§ Problem description:
Return every line from the records below with the string "labels".

[Records from a dataset]
____________________
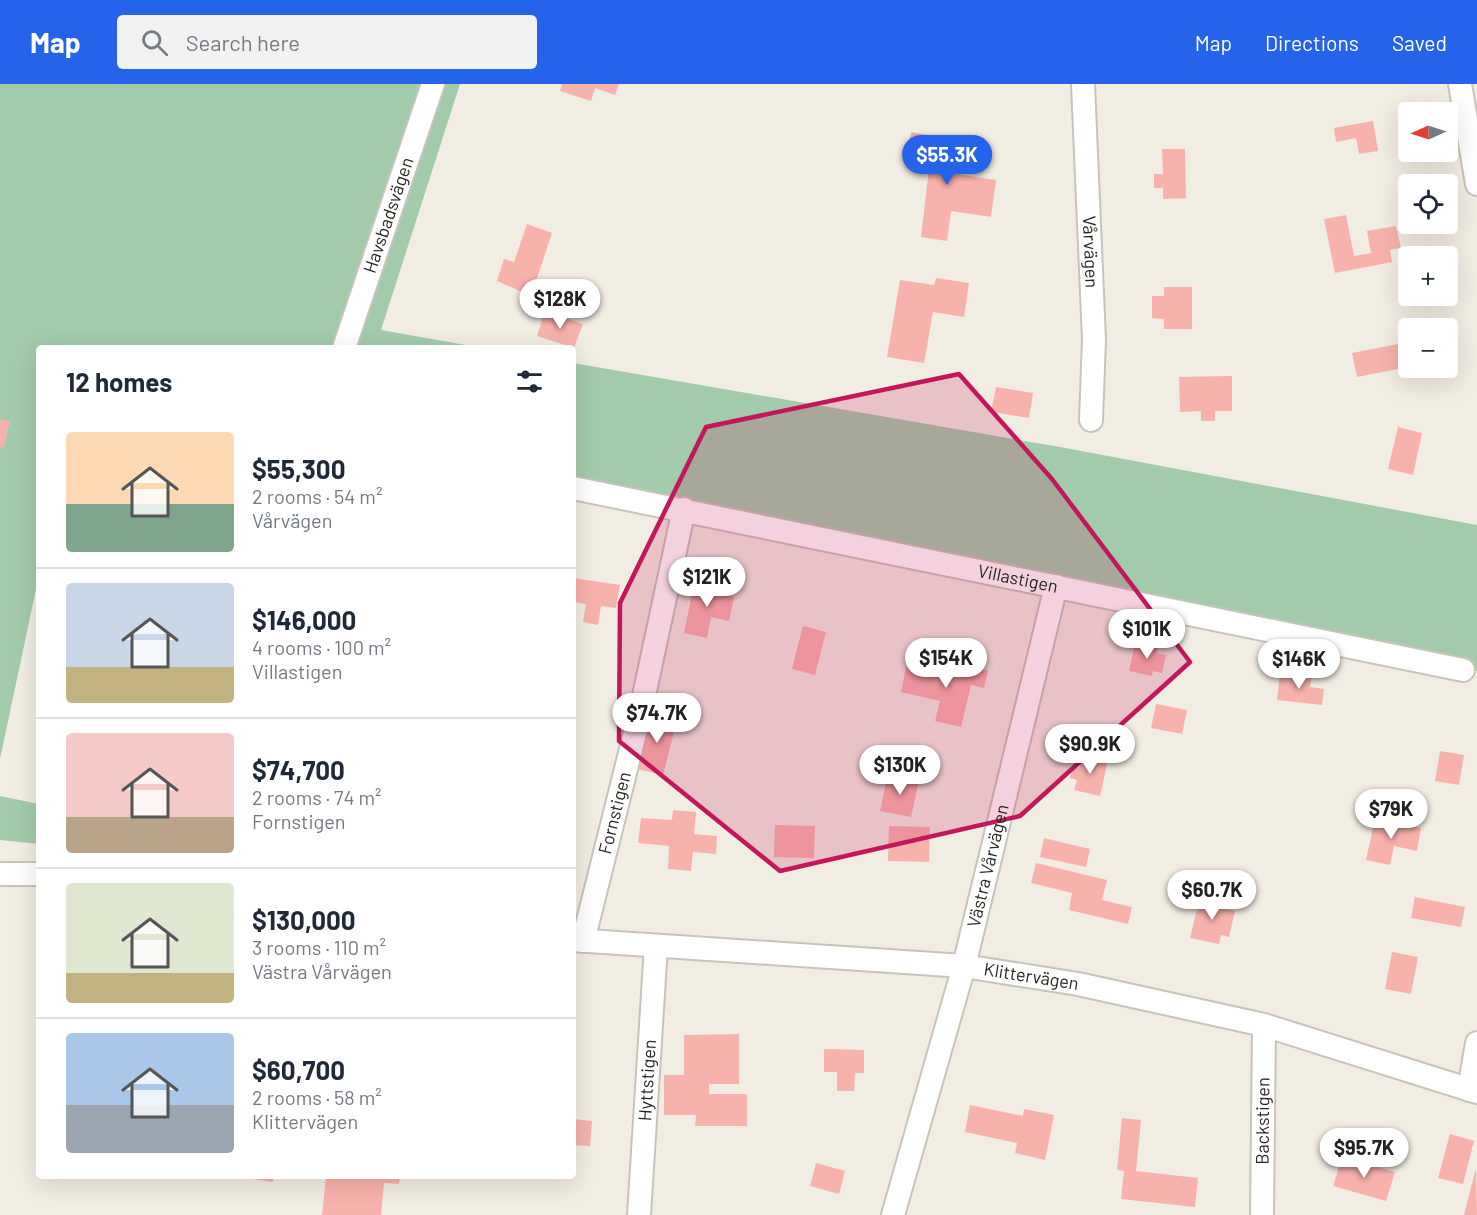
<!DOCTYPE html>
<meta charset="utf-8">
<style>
:root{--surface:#fff;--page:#f2f2f3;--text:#1f2937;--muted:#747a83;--line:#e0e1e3;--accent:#2563eb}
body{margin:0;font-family:Barlow,sans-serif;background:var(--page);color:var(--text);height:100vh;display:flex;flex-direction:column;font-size:22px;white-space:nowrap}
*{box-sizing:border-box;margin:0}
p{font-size:20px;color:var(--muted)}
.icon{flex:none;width:33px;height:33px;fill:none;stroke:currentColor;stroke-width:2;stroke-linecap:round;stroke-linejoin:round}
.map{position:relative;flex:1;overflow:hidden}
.side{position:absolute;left:36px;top:261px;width:540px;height:834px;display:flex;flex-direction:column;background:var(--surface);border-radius:6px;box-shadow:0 6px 24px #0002}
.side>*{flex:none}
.needle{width:39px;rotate:267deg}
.controls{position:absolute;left:1398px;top:18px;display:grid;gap:12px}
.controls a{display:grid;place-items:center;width:60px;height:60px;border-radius:6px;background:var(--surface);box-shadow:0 6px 24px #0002;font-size:30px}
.price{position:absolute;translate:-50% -51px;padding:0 14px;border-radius:21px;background:#fff;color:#222;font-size:20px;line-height:39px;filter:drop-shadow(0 2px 3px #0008)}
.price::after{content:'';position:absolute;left:50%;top:36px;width:18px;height:14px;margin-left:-9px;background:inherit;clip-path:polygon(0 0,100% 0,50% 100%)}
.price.on{background:var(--accent);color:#fff}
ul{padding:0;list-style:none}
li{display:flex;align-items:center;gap:18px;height:150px;padding:0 30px}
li+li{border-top:2px solid var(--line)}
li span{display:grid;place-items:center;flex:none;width:168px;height:120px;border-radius:6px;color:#555}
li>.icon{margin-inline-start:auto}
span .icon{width:72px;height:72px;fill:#fffc;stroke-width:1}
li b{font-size:26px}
h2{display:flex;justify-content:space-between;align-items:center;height:72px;padding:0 30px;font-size:26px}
header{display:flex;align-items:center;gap:36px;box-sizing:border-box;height:84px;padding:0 30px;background:var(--accent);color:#fff}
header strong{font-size:28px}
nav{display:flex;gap:33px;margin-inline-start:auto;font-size:21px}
.search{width:420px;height:54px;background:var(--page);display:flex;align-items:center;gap:15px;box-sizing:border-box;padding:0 21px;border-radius:6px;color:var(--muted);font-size:22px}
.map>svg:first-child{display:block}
.green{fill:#a1cbaa}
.building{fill:#f8b2ac}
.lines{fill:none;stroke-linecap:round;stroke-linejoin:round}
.minor-casing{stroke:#c9c4ba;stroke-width:26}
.minor{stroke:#fff;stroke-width:22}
.marked{fill:#c2185b;fill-opacity:0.2;stroke:#c2185b;stroke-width:4.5;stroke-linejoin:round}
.labels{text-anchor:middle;stroke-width:6;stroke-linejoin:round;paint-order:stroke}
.street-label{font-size:18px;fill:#282622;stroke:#f2ede3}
</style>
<header>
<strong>Map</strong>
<div class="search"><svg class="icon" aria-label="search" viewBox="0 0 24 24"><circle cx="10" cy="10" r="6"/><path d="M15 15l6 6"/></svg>Search here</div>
<nav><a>Map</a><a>Directions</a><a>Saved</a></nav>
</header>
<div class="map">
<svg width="1477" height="1131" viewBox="0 0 1477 1131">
<rect width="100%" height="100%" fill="#f2ede3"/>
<g class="green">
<polygon points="0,0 460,0 381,246 483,264 39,264 39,491 0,675"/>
<polygon points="573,279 1060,363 1477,441 1477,587 573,417"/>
<polygon points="0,712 39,720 39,760 0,756"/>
</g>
<g class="building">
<polygon points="562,0 619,0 615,11 595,4 591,17 560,7"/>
<polygon points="1373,37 1378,67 1359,70 1356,54 1336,58 1334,44"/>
<polygon points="911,48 955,56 949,89 996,96 991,133 951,127 947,157 921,153 929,85 906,82"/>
<polygon points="1162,65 1185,65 1186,114 1163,115 1163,104 1154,104 1154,90 1163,90"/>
<polygon points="1346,131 1354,172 1371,169 1367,147 1396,142 1401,164 1390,166 1392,178 1335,189 1324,135"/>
<polygon points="527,140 552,149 531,212 497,197 504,175 514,178"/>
<polygon points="936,194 969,199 964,233 933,228 924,279 887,273 900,196 934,201"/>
<polygon points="1164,203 1192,203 1192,245 1164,245 1164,235 1152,234 1152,212 1164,212"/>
<polygon points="545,227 583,240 574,264 537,252"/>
<polygon points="1408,258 1408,283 1357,293 1352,269"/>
<polygon points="1232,292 1232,327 1215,327 1215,337 1201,337 1201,327 1180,328 1179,293"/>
<polygon points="996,303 1033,309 1029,334 991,328"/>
<polygon points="0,335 10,337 4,363 0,363"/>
<polygon points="1398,343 1422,349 1413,391 1388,385"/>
<polygon points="573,494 620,501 616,524 601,522 598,541 583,538 586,520 573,518"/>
<polygon points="695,495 718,499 716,509 734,513 729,537 711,533 707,554 684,549"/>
<polygon points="803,542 826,548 815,591 792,585"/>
<polygon points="1135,559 1158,564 1157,569 1166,571 1162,589 1153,587 1152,592 1129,587"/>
<polygon points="949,578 988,587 984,604 971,601 961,643 935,637 940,617 901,608 906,583 945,592"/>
<polygon points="1280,588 1312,592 1310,603 1324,605 1322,621 1277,616"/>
<polygon points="1156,620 1187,626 1182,650 1151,644"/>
<polygon points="651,630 677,636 663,691 637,685"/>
<polygon points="1440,667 1464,671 1459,701 1435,697"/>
<polygon points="1083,670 1108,676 1100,712 1074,706 1077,696 1070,694 1073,682 1079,684"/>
<polygon points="888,690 919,696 911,733 880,727"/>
<polygon points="673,726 696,728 694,750 717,752 716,770 693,768 691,787 668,785 669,762 638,759 641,734 672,736"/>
<polygon points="1375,735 1421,744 1417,767 1394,762 1390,781 1366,776"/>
<polygon points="775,741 815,742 814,774 774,773"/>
<polygon points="889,742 930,743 929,778 888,777"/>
<polygon points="1044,754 1090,765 1086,783 1040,773"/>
<polygon points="1036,779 1107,796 1102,816 1132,823 1128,840 1069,826 1072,809 1031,799"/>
<polygon points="1200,812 1228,818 1227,825 1235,827 1229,853 1221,851 1219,860 1190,854"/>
<polygon points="1415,813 1465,823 1461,843 1411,834"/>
<polygon points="1392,868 1418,873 1411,910 1385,905"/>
<polygon points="739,950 739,1000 709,1000 709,1010 747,1010 747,1042 695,1042 696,1031 664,1031 664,991 684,991 684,951"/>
<polygon points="824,965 864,966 864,989 855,989 854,1007 837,1007 837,988 824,988"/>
<polygon points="970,1021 1023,1032 1024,1025 1054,1031 1045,1076 1015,1069 1017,1059 965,1048"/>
<polygon points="1122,1034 1141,1036 1136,1087 1198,1094 1195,1123 1121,1115 1124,1087 1117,1086"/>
<polygon points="573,1035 592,1037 590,1062 573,1061"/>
<polygon points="1450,1050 1474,1057 1463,1100 1438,1094"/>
<polygon points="1342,1073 1395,1088 1386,1117 1333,1102"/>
<polygon points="816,1079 845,1087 839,1110 810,1102"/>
<polygon points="1476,1084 1477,1131 1464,1131"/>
<polygon points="253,1092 274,1092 273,1098 253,1095"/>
<polygon points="326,1092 400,1092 399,1100 384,1099 381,1131 322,1131"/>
</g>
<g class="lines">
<g class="minor-casing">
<g id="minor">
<path id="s1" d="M1083,0L1094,256L1091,336"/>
<polyline points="1460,0 1477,100"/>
<path id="s2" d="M344,264L433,0"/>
<path id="s3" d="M573,404L1463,586"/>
<polyline points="0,790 39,790"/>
<path id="s4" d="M573,856L964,882L1078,900L1264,941L1477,1008"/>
<path id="s5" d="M583,857L642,621L684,425"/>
<polyline points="1469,1006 1477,959"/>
<path id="s6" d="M639,1131L656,862"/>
<path id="s7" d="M893,1131L964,882L1056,502"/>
<path id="s8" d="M1262,1131L1264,941"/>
</g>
</g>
<use href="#minor" class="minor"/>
</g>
<path class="marked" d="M959,290L1052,395L1190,578L1020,732L780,787L619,657L620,519L706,343Z"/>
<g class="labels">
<g class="street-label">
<text dy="6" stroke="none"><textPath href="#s2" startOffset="140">Havsbadsvägen</textPath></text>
<text dy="6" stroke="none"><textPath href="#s1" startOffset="168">Vårvägen</textPath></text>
<text dy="6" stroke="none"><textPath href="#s3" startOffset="454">Villastigen</textPath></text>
<text dy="6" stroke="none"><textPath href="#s5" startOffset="132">Fornstigen</textPath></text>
<text dy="6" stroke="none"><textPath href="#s7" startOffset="362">Västra Vårvägen</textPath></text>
<text dy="6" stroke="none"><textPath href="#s4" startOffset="460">Klittervägen</textPath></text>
<text dy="6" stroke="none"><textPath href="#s6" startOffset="135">Hyttstigen</textPath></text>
<text dy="6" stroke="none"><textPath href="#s8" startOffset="94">Backstigen</textPath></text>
</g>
</g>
</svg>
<div class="controls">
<a><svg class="needle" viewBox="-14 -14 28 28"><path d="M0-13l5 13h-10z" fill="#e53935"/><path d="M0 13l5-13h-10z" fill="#747a83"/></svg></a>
<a><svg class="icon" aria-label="locate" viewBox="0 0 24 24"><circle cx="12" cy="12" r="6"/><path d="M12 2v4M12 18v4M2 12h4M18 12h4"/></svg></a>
<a>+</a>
<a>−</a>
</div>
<b class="price on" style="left:947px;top:102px">$55.3K</b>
<b class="price" style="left:560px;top:246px">$128K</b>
<b class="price" style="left:707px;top:524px">$121K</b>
<b class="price" style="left:1147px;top:576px">$101K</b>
<b class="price" style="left:946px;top:605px">$154K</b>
<b class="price" style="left:1299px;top:606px">$146K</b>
<b class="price" style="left:657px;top:660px">$74.7K</b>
<b class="price" style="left:1090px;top:691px">$90.9K</b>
<b class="price" style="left:900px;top:712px">$130K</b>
<b class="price" style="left:1391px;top:756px">$79K</b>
<b class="price" style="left:1212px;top:837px">$60.7K</b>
<b class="price" style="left:1364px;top:1095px">$95.7K</b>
<section class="side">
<h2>12 homes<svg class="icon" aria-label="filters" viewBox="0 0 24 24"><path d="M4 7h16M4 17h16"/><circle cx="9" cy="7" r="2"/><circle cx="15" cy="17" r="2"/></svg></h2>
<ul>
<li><span style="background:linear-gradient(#ffd9b3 60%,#7fa58c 0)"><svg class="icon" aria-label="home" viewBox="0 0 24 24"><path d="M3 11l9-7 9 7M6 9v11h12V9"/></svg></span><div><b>$55,300</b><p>2 rooms · 54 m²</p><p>Vårvägen</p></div></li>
<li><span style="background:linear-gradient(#c9d6e8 70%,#c2b280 0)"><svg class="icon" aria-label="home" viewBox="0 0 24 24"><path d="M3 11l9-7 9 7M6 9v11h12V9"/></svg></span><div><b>$146,000</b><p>4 rooms · 100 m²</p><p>Villastigen</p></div></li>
<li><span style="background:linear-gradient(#f6c9c9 70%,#b9a48a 0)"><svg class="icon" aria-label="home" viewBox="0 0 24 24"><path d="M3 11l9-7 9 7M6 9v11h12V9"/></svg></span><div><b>$74,700</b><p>2 rooms · 74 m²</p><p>Fornstigen</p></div></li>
<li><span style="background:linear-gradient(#dfe7d0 75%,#c2b280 0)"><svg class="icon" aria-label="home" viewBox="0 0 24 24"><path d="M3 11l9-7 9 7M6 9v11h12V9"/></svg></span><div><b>$130,000</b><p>3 rooms · 110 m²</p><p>Västra Vårvägen</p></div></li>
<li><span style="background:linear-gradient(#a9c7e8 60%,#9aa5b1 0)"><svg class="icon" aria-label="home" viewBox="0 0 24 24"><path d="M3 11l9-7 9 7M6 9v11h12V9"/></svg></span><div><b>$60,700</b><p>2 rooms · 58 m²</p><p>Klittervägen</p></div></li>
</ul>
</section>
</div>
____________________
§ Output of the task:
.labels{text-anchor:middle;stroke-width:6;stroke-linejoin:round;paint-order:stroke}
<g class="labels">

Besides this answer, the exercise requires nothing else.